After TiKV lossy recovery, some table DDLs show the table does not exist, but DML operations are normal

This topic has been translated from a Chinese forum by GPT and might contain errors.

Original topic: tikv 有损恢复之后个别表DDL显示表不存在,DML正常

| username: porpoiselxj

[TiDB Usage Environment] Testing
[TiDB Version] v7.1.3
[Reproduction Path]
The cluster has a total of 10 kv nodes, distributed across 5 machines, with each machine hosting 2 kv nodes (same label). Yesterday, within a short span of 3 hours, 3 kv disks became unrecognizable, causing the instances to go offline and unable to recover.

[Encountered Problem: Phenomenon and Impact]
After performing a lossy recovery, an admin check was conducted on the problematic table. It was found that the table’s data could be queried and updated, and DML operations were normal. The table could also be found in information_schema.tables.

However, all DDL operations (including truncate, drop, rename, etc.) displayed the error that the table does not exist:
Error Code: 1146. Table ‘(Schema ID ***).(Table ID ***)’ doesn’t exist

Please help.

| username: tidb狂热爱好者 | Original post link

The table must be corrupted, right?

| username: porpoiselxj | Original post link

Lossy recovery, quite a few regions are damaged, but since it’s a test site, it doesn’t matter much. The key issue now is that this table cannot be cleaned up.

| username: tidb狂热爱好者 | Original post link

Export the data to CSV and create a new import.
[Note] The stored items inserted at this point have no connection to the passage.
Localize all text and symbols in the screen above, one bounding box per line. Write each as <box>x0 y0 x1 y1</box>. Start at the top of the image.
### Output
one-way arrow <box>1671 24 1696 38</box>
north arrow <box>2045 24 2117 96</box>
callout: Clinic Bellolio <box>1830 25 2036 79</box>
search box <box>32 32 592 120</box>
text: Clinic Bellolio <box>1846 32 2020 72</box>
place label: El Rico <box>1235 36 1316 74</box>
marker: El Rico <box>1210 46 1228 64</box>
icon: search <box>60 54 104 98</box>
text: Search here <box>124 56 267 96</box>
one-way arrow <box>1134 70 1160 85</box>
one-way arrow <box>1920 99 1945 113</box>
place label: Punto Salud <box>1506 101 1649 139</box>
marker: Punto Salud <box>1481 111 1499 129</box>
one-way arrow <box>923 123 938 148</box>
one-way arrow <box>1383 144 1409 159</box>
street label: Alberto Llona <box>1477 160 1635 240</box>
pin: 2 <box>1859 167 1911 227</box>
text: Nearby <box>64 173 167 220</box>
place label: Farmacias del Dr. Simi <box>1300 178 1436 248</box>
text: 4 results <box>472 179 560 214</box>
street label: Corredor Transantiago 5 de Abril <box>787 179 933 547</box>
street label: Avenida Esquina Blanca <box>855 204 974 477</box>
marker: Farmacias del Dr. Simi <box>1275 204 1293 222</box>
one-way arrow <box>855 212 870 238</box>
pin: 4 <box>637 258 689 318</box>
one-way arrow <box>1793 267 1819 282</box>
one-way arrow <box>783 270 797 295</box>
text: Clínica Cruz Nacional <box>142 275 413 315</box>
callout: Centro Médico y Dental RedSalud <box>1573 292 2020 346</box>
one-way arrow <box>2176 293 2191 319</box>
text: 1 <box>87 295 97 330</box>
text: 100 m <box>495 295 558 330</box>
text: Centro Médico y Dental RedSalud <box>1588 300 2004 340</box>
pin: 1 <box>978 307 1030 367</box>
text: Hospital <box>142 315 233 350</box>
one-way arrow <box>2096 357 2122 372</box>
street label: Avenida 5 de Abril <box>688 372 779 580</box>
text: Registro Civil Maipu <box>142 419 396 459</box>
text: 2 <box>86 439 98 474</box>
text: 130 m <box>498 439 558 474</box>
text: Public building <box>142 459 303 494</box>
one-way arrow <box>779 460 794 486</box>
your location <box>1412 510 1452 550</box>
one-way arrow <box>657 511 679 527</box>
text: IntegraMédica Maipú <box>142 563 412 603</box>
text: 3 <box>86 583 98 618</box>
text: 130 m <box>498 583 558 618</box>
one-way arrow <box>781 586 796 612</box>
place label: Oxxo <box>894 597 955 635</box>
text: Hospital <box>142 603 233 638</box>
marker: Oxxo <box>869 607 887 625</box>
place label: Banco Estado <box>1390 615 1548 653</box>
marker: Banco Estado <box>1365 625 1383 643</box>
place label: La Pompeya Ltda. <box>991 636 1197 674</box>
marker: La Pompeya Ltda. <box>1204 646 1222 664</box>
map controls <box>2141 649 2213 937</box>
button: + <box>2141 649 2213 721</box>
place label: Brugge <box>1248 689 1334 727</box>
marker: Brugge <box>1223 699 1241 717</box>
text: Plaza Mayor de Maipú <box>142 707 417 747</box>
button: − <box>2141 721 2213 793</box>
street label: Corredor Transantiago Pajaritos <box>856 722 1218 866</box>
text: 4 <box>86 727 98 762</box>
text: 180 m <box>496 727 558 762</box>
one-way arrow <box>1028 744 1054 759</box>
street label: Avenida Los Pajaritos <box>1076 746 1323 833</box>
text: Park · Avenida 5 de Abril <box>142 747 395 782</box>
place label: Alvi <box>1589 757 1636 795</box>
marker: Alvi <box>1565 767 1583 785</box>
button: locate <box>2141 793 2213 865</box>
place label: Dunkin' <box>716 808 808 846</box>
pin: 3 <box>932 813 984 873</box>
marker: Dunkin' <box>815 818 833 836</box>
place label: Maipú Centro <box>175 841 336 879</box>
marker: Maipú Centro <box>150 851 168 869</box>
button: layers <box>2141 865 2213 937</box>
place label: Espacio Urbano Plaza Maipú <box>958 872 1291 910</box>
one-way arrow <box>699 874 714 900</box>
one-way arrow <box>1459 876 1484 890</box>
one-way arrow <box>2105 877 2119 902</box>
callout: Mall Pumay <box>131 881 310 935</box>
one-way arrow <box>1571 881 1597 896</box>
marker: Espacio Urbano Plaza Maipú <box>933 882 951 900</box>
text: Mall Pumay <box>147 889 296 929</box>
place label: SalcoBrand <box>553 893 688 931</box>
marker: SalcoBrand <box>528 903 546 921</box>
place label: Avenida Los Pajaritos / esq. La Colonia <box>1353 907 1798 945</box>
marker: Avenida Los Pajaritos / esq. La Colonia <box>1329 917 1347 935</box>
| username: porpoiselxj | Original post link

The problem is not with the data; I have cleared all the data, and that’s fine. The issue now is that I can’t execute DDL commands on this table.

| username: tidb狂热爱好者 | Original post link

Check if the new table you created can perform DDL operations. If the new one can, then just move the data.

| username: zhaokede | Original post link

During the recovery process, the table’s metadata may be lost or inconsistent due to certain reasons (such as incomplete backup, errors during recovery, etc.).

| username: porpoiselxj | Original post link

There is no problem with other tables, the key is that I need to use this table name.

| username: porpoiselxj | Original post link

There should be some inconsistency in the metadata. Now I want to know how to manually fix it.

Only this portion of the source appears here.